Imposter Syndrome (pt. 2)

How can we design applications to combat imposter syndrome?

When To Use This Extra

This can be delivered anytime after Imposter Syndrome pt. 1 - either directly after, or with a few weeks or even months gap in between. Use the same guidance as the original lesson: if your students need a boost (and a brief coding reprieve), consider tossing this in.


This lesson is meant to serve as an add-on to any Computer Science course. It does not need a specific coding language - in fact, student computer use is not required as the entire lesson is unplugged - and follows no greater scope and sequence beyond the part one, introduction to imposter syndrome lesson. As such, it can be delivered at any point during the year. A suggestion would be to consider using this two lesson sequence to begin or end a particularly difficult topic or project, or at the end of a strenuous week.

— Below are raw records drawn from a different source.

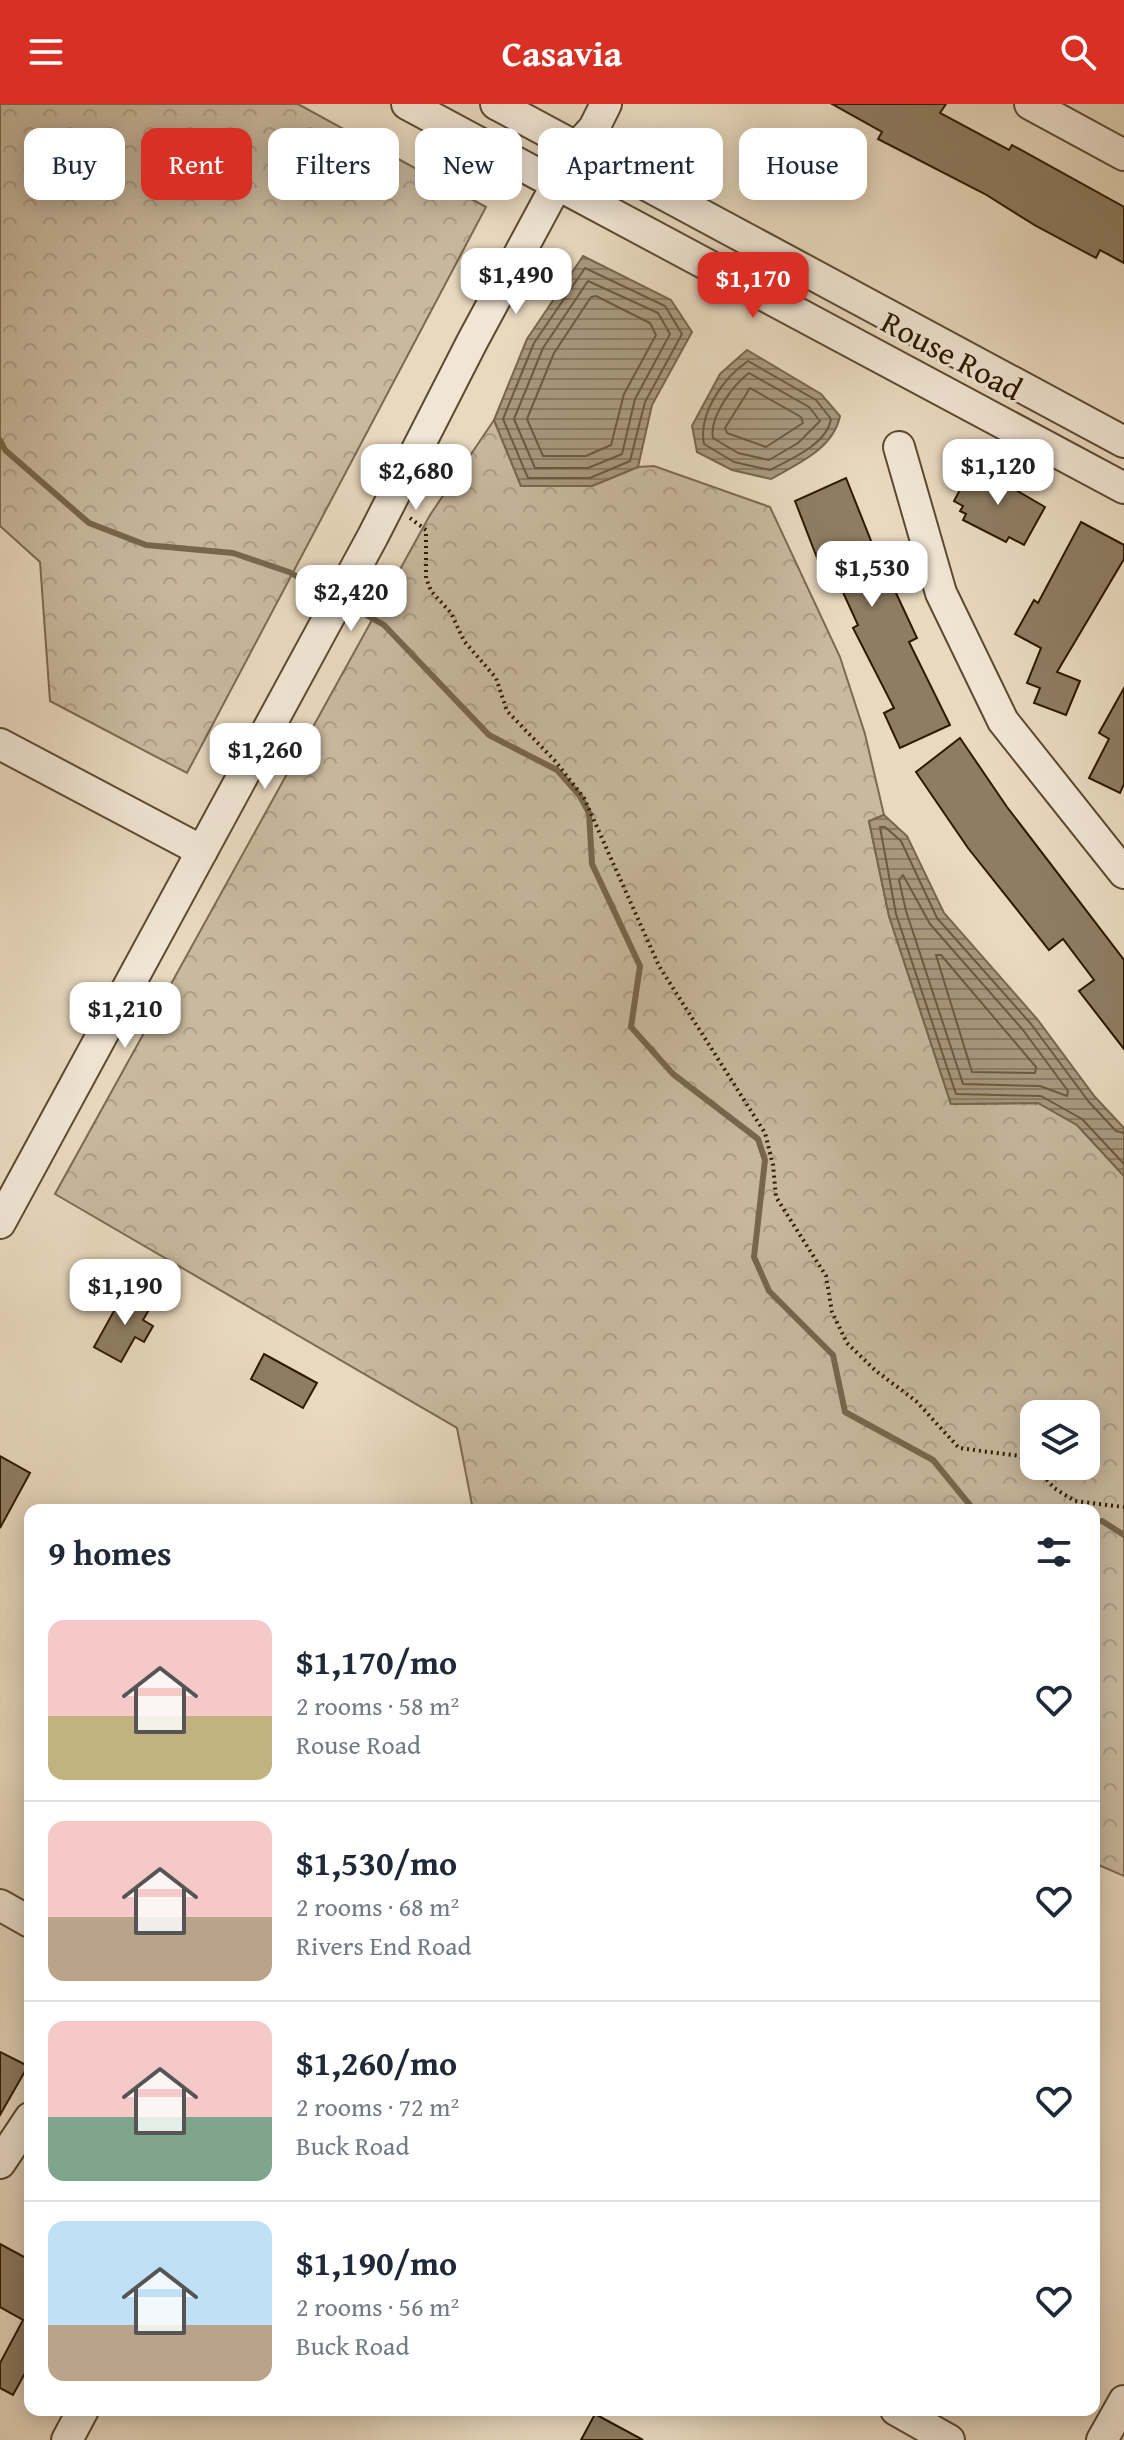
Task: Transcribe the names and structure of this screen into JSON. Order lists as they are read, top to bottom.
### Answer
{
  "streets": {
    "street": ["Rouse Road"]
  },
  "page": {
    "header": "Casavia",
    "chip": [
      "Buy",
      "Rent",
      "Filters",
      "New",
      "Apartment",
      "House"
    ],
    "price": [
      "$1,490",
      "$1,170",
      "$1,120",
      "$2,680",
      "$1,530",
      "$2,420",
      "$1,260",
      "$1,210",
      "$1,190"
    ],
    "heading": "9 homes",
    "list": [
      {
        "name": "$1,170/mo",
        "note": "2 rooms · 58 m² · Rouse Road"
      },
      {
        "name": "$1,530/mo",
        "note": "2 rooms · 68 m² · Rivers End Road"
      },
      {
        "name": "$1,260/mo",
        "note": "2 rooms · 72 m² · Buck Road"
      },
      {
        "name": "$1,190/mo",
        "note": "2 rooms · 56 m² · Buck Road"
      }
    ]
  }
}
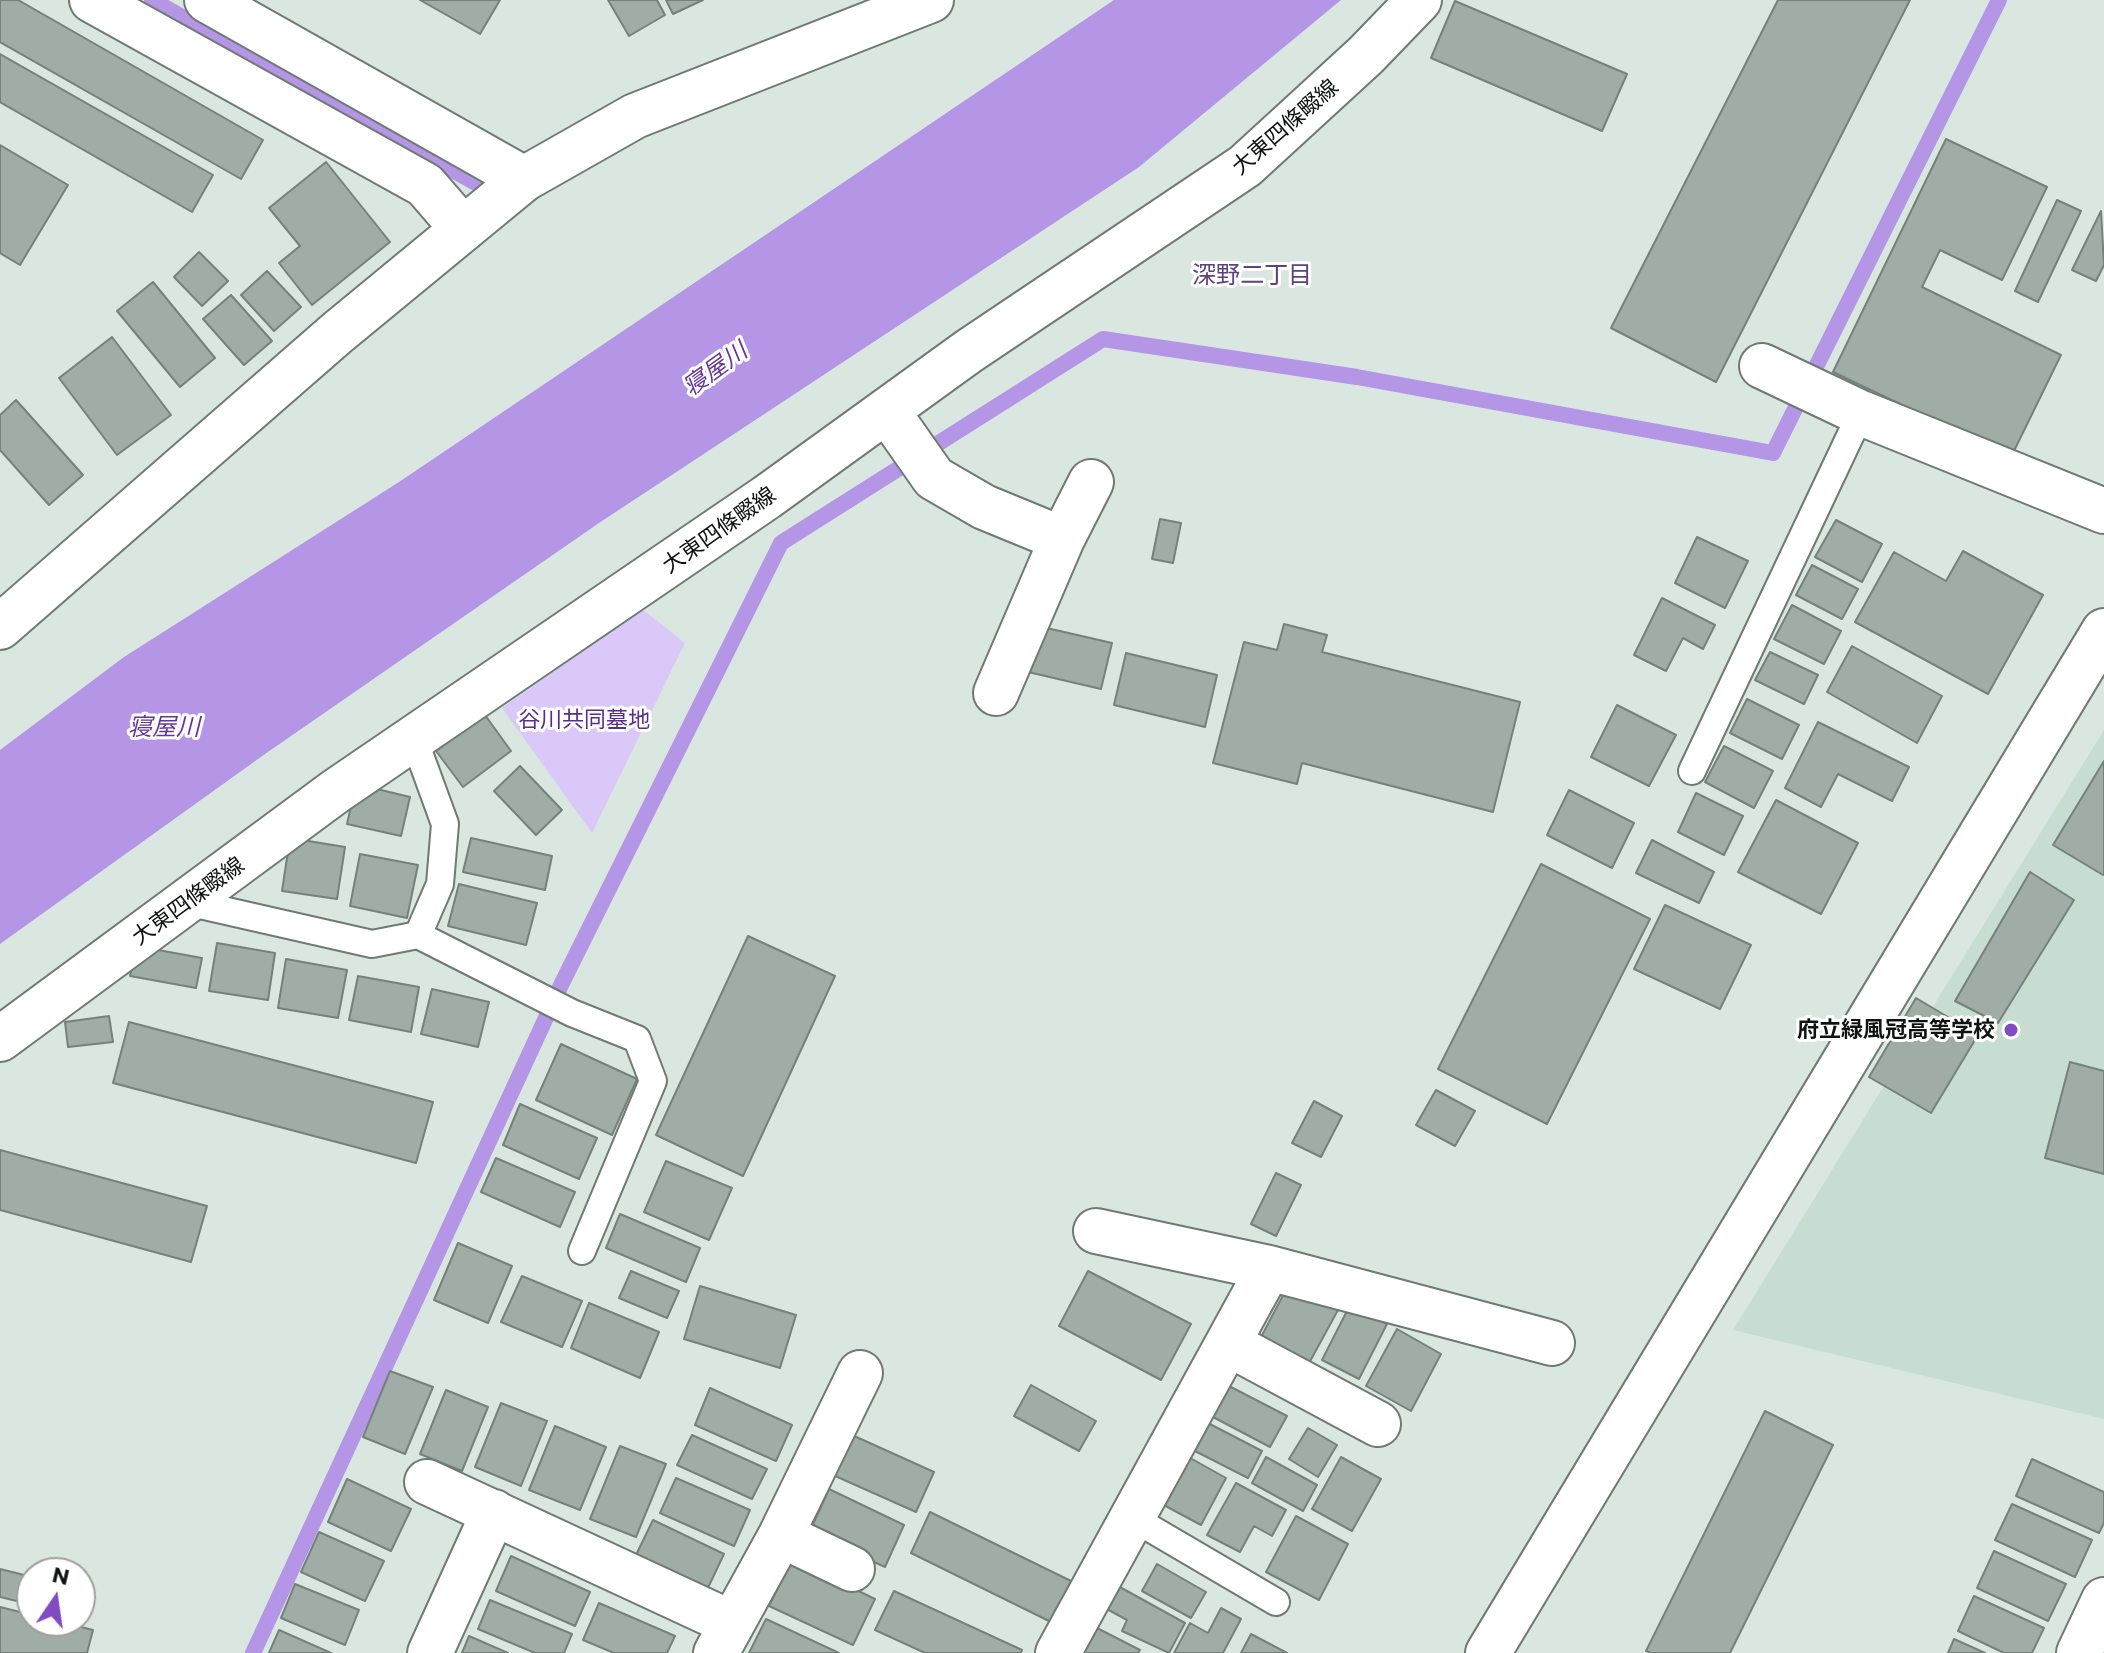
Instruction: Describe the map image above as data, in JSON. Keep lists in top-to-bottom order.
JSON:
{
  "streets": {
    "street": ["大東四條畷線"]
  },
  "districts": ["深野二丁目"],
  "water": ["寝屋川"],
  "parks": ["谷川共同墓地"],
  "places": ["府立緑風冠高等学校"],
  "north": "top"
}
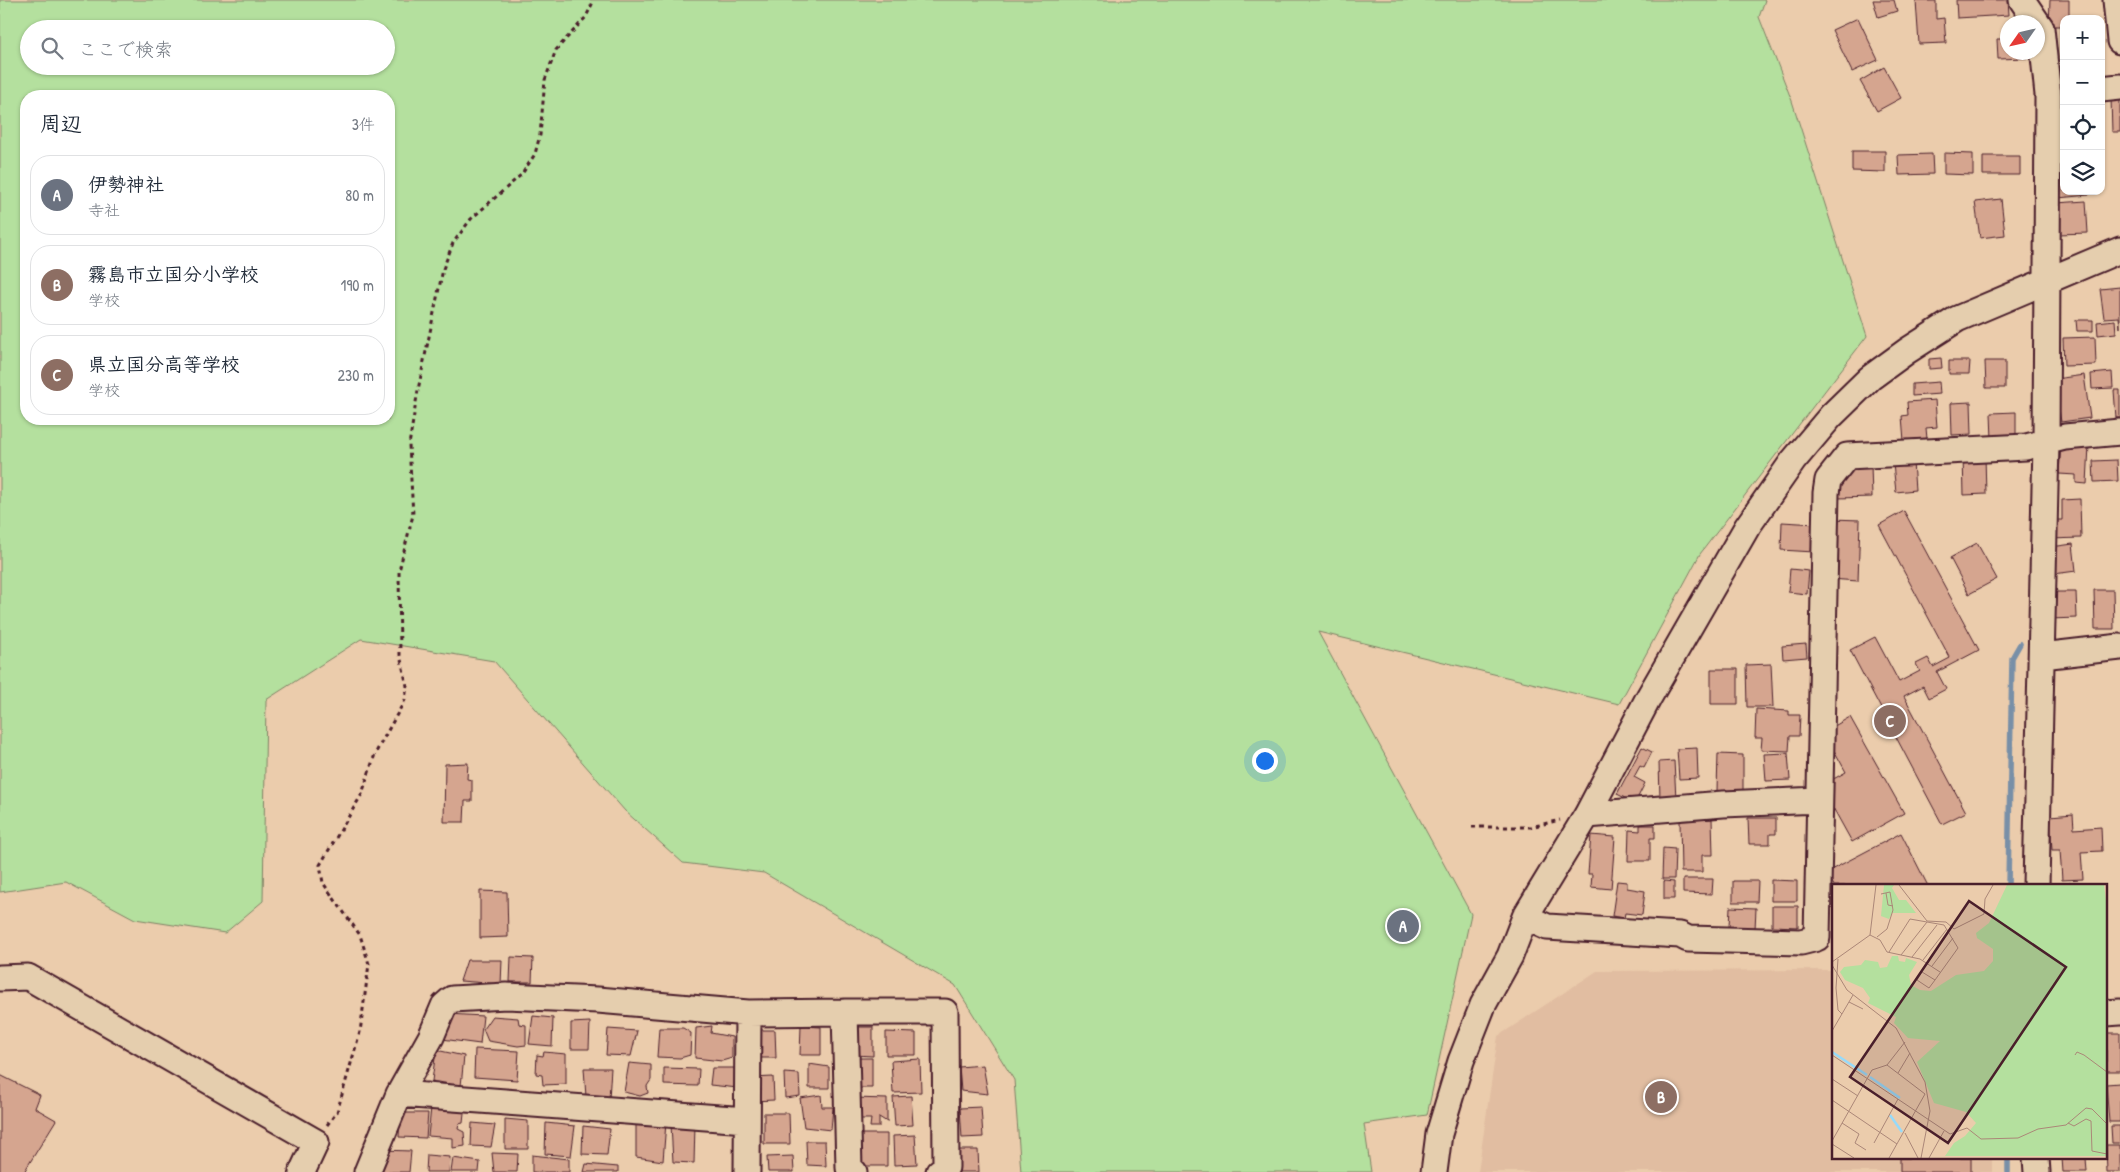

In this lesson, students will build off of what they learned in the first lesson by now focusing on how imposter syndrome can be brought about by technologies we have come to enjoy and perhaps even rely on using. Students will reimagine technologies to remove some of these struggles and obstacles and think critically about the computational artifacts they use.

Similar to the last lesson, this lesson comes with a variety of resources - please preview and select the ones that will work the best for your classes!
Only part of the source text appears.